[Collected data entries]
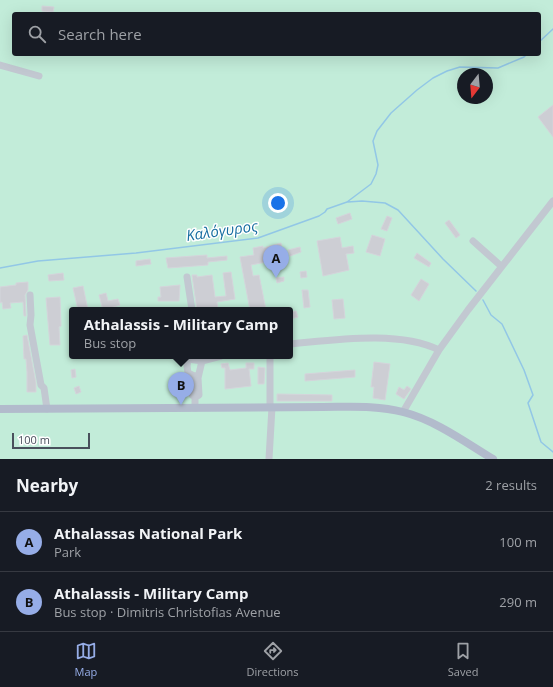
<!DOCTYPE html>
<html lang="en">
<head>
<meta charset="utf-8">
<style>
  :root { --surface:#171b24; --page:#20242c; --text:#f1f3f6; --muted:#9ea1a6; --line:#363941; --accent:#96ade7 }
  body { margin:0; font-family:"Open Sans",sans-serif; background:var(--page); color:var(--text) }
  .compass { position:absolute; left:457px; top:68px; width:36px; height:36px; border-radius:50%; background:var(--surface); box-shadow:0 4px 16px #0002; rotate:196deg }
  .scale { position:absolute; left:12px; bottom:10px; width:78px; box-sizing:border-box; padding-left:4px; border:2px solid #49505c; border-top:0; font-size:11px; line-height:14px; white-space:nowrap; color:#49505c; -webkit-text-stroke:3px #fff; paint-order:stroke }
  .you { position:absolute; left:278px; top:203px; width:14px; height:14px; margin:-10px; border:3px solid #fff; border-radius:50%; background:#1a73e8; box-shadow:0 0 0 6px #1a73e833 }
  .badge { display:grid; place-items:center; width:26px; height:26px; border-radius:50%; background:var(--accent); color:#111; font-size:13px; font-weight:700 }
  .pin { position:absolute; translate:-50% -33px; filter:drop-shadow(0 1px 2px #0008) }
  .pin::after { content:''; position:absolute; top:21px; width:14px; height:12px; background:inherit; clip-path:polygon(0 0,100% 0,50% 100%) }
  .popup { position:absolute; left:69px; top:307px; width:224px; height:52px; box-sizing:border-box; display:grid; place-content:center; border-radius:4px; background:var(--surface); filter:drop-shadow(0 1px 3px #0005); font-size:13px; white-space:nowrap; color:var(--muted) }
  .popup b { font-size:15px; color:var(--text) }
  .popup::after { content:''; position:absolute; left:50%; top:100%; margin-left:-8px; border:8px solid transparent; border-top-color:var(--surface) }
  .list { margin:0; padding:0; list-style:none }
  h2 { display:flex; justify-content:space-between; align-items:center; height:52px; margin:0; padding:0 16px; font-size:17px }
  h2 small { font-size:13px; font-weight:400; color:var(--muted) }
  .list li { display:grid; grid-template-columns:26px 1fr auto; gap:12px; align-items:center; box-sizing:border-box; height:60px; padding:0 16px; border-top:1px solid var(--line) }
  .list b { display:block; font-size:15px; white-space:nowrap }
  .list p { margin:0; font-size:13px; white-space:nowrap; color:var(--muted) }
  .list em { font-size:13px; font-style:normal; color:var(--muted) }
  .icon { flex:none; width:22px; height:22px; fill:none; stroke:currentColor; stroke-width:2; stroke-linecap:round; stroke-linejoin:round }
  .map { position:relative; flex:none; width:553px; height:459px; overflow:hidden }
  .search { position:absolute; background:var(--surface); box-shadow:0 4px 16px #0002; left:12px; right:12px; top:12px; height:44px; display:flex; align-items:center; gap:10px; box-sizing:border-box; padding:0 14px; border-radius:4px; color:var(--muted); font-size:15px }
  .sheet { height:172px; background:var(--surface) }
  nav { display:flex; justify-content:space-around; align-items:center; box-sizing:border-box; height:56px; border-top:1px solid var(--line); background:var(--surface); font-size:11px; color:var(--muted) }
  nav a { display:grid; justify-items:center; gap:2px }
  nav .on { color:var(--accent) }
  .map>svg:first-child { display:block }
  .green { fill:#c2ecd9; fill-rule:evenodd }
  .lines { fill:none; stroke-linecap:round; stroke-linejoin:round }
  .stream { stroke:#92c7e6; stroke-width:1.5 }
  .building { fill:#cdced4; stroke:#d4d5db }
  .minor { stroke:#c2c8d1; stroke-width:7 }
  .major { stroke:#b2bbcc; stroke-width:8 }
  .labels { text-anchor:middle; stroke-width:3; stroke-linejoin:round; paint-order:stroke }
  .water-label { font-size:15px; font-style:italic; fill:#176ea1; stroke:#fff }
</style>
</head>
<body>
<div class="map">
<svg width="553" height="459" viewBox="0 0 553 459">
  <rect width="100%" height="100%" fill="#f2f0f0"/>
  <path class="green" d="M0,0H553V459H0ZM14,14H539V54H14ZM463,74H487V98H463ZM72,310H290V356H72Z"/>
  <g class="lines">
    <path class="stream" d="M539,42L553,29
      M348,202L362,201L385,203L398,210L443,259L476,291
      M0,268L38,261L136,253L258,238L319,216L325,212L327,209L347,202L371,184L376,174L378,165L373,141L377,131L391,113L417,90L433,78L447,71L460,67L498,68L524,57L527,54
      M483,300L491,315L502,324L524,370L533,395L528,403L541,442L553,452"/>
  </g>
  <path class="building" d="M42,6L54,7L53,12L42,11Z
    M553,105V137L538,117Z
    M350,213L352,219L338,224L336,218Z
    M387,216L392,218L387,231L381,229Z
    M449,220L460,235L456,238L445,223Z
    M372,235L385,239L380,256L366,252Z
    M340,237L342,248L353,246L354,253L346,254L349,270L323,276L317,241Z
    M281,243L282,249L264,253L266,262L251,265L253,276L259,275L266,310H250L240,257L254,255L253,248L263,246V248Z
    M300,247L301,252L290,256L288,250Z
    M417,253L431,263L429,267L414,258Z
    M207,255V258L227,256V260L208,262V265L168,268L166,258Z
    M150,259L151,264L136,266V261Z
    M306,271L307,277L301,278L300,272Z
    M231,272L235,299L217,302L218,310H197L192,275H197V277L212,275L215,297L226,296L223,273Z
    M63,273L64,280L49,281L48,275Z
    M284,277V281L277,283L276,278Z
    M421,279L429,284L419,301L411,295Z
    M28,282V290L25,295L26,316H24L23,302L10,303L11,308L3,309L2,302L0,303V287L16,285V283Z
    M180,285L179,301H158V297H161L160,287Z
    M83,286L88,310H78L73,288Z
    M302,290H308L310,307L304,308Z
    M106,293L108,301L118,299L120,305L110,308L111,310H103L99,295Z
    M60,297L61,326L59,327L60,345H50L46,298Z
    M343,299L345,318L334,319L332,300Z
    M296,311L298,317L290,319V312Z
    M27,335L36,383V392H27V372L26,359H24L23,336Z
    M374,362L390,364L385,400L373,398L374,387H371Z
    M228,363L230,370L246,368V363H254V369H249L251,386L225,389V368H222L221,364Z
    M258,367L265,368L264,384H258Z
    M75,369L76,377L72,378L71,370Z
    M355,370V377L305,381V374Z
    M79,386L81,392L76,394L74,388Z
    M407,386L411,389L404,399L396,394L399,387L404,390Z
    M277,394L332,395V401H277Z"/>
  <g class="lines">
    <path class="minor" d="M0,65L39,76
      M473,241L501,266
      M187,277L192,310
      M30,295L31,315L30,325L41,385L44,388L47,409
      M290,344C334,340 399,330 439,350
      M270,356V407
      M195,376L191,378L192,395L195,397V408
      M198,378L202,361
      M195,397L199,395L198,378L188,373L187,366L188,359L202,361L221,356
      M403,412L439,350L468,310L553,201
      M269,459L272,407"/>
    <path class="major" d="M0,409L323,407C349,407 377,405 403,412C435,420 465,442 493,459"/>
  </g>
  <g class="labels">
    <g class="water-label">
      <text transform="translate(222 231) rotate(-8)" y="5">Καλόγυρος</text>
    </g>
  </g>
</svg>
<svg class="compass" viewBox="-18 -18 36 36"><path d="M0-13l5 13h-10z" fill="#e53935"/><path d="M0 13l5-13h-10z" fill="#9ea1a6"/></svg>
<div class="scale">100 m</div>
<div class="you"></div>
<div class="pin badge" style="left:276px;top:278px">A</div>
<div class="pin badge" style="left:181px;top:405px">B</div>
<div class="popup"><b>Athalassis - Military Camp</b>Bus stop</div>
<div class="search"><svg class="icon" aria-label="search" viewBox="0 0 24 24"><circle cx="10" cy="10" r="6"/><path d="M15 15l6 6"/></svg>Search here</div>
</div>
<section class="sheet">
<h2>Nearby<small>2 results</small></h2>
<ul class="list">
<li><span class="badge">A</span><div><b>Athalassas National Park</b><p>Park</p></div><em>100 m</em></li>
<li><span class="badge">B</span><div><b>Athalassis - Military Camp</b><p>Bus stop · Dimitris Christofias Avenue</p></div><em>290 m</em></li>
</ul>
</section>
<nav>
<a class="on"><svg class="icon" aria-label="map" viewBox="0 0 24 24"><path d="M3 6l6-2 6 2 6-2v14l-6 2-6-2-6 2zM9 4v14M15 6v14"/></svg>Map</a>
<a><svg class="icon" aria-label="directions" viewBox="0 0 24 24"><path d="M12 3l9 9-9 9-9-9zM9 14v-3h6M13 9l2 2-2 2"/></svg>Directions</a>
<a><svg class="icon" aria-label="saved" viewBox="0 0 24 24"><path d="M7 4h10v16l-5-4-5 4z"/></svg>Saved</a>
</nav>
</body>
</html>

**Your instructions**
Copy out all lines above that include the string "scale".

**Solution below**
  .scale { position:absolute; left:12px; bottom:10px; width:78px; box-sizing:border-box; padding-left:4px; border:2px solid #49505c; border-top:0; font-size:11px; line-height:14px; white-space:nowrap; color:#49505c; -webkit-text-stroke:3px #fff; paint-order:stroke }
<div class="scale">100 m</div>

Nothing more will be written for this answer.